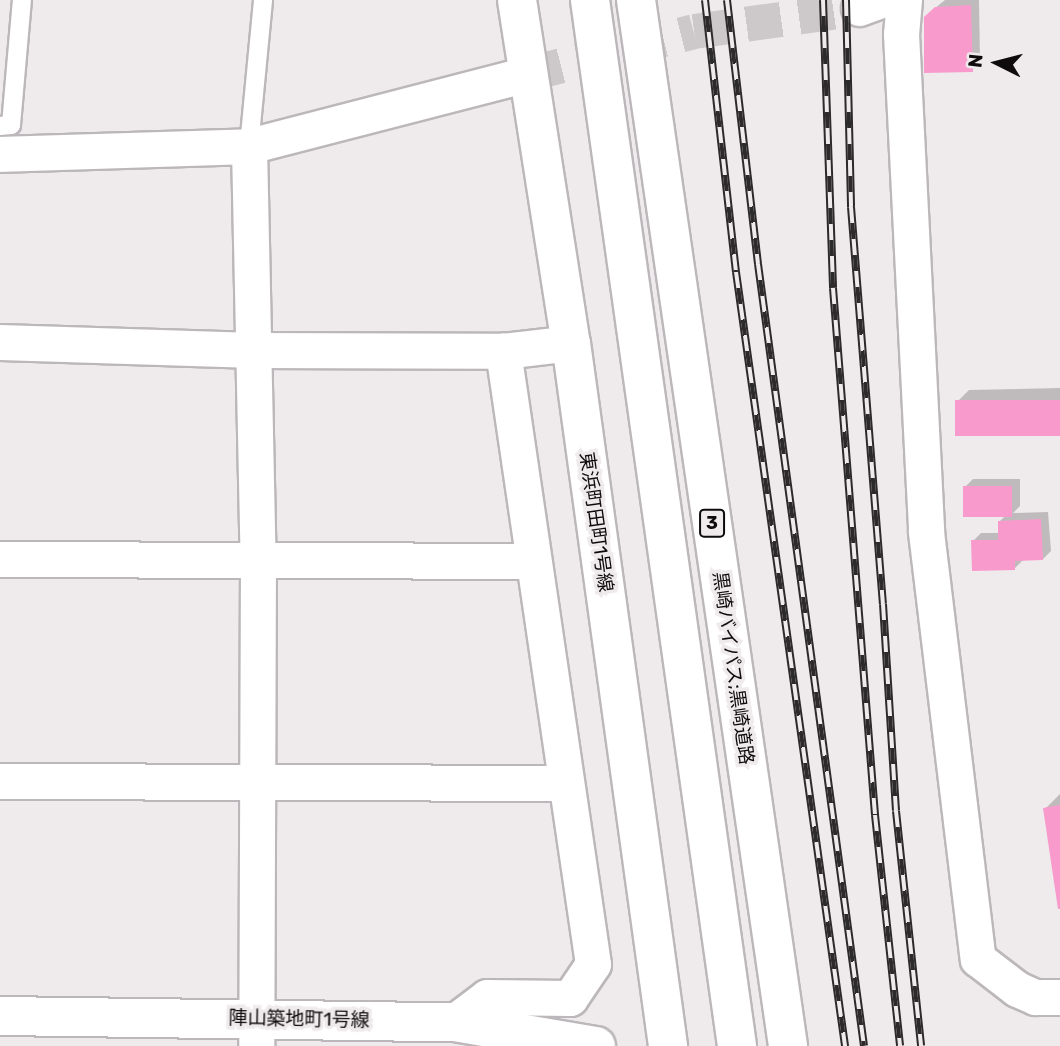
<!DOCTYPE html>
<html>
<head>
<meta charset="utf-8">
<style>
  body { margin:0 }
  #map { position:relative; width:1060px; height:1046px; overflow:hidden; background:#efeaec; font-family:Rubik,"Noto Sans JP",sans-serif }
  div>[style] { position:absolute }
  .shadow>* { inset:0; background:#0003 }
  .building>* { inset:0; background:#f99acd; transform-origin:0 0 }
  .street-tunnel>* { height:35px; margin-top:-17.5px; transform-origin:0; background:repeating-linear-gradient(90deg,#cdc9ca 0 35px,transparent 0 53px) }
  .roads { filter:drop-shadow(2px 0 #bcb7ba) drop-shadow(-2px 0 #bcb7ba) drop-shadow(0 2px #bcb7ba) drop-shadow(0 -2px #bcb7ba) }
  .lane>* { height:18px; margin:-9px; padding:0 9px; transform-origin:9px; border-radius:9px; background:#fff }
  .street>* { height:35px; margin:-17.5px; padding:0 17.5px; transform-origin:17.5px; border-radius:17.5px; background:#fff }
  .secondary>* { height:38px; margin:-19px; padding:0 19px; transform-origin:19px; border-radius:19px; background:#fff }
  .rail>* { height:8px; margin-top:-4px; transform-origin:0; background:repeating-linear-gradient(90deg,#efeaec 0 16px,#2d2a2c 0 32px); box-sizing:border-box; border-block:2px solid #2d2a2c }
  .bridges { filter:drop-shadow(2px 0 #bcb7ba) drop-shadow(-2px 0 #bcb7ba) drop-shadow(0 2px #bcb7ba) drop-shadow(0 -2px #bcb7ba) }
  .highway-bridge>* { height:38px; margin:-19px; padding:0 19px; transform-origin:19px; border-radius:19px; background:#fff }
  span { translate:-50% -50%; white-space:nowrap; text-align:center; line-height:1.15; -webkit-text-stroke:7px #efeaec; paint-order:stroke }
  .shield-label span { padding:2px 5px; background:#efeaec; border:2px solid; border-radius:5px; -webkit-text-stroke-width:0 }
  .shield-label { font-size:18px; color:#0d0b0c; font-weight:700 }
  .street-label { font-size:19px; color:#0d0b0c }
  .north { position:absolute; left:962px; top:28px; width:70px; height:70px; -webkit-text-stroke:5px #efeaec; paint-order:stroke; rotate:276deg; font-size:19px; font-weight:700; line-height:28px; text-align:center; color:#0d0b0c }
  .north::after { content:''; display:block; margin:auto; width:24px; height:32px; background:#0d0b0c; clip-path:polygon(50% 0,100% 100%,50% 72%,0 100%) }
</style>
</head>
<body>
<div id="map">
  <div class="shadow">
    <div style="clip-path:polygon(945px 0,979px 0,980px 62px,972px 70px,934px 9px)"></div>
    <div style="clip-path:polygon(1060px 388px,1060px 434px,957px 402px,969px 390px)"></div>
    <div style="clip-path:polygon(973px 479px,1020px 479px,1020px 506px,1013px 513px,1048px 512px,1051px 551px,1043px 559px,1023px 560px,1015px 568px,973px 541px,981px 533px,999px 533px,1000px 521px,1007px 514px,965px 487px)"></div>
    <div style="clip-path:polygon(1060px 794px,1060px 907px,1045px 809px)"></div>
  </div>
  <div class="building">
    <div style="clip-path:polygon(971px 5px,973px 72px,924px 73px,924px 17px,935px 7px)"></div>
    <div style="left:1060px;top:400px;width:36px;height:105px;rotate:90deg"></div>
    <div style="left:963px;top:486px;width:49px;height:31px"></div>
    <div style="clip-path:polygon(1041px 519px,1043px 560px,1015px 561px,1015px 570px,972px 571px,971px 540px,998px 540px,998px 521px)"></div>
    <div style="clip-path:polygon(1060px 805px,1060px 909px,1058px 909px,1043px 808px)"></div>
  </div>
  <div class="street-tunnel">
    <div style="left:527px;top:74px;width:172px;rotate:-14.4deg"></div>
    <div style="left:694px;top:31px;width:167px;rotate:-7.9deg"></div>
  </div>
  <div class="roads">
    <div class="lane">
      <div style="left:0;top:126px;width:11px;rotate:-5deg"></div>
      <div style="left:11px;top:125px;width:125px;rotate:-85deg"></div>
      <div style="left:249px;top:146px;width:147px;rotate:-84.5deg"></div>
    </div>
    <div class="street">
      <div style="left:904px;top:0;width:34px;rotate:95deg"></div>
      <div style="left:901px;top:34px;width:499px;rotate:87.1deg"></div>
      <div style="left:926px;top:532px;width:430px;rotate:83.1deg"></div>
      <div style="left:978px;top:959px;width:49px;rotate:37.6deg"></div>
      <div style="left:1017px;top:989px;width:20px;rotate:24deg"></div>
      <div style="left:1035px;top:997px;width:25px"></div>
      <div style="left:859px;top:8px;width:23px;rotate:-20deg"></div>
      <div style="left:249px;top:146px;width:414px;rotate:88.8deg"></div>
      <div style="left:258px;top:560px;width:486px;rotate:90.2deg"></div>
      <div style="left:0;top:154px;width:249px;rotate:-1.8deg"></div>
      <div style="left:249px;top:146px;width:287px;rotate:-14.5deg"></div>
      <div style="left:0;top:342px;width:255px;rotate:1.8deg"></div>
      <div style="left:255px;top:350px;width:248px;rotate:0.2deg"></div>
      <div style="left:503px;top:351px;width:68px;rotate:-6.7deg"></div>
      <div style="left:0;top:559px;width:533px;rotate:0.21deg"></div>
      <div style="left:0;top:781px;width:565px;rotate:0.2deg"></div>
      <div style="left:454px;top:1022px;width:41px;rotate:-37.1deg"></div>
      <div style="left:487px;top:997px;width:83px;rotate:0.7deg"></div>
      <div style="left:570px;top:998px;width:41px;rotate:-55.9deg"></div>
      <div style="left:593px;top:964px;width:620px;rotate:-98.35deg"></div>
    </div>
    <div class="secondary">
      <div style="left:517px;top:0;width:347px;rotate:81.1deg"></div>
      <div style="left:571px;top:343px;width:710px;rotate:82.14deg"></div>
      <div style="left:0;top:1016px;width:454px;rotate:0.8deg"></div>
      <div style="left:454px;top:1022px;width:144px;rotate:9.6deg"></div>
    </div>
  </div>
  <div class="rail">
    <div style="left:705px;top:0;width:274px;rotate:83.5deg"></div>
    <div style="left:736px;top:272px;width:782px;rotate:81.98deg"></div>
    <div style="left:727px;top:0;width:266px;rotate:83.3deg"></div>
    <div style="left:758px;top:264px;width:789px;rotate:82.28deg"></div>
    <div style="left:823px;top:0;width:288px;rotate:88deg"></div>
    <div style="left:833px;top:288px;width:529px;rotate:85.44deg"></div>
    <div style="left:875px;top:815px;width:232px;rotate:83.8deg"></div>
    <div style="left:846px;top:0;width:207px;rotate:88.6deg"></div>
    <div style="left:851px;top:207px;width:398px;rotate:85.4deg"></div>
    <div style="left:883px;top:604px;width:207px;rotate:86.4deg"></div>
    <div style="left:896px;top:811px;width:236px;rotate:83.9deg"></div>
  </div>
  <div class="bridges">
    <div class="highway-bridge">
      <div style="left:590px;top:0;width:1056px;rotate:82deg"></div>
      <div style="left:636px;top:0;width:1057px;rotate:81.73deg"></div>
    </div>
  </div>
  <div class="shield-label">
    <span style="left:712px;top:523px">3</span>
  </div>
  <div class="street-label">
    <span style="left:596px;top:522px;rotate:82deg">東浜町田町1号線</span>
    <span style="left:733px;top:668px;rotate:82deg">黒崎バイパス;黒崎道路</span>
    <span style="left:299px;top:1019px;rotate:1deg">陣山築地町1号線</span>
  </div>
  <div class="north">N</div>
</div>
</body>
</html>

→ **What this task involves**
Copy nothing but the lines from the top of the data down to the line containing "position:relative; width:1060px; height:1046px;", and leave the pictures out.

→ **Result for this exercise**
<!DOCTYPE html>
<html>
<head>
<meta charset="utf-8">
<style>
  body { margin:0 }
  #map { position:relative; width:1060px; height:1046px; overflow:hidden; background:#efeaec; font-family:Rubik,"Noto Sans JP",sans-serif }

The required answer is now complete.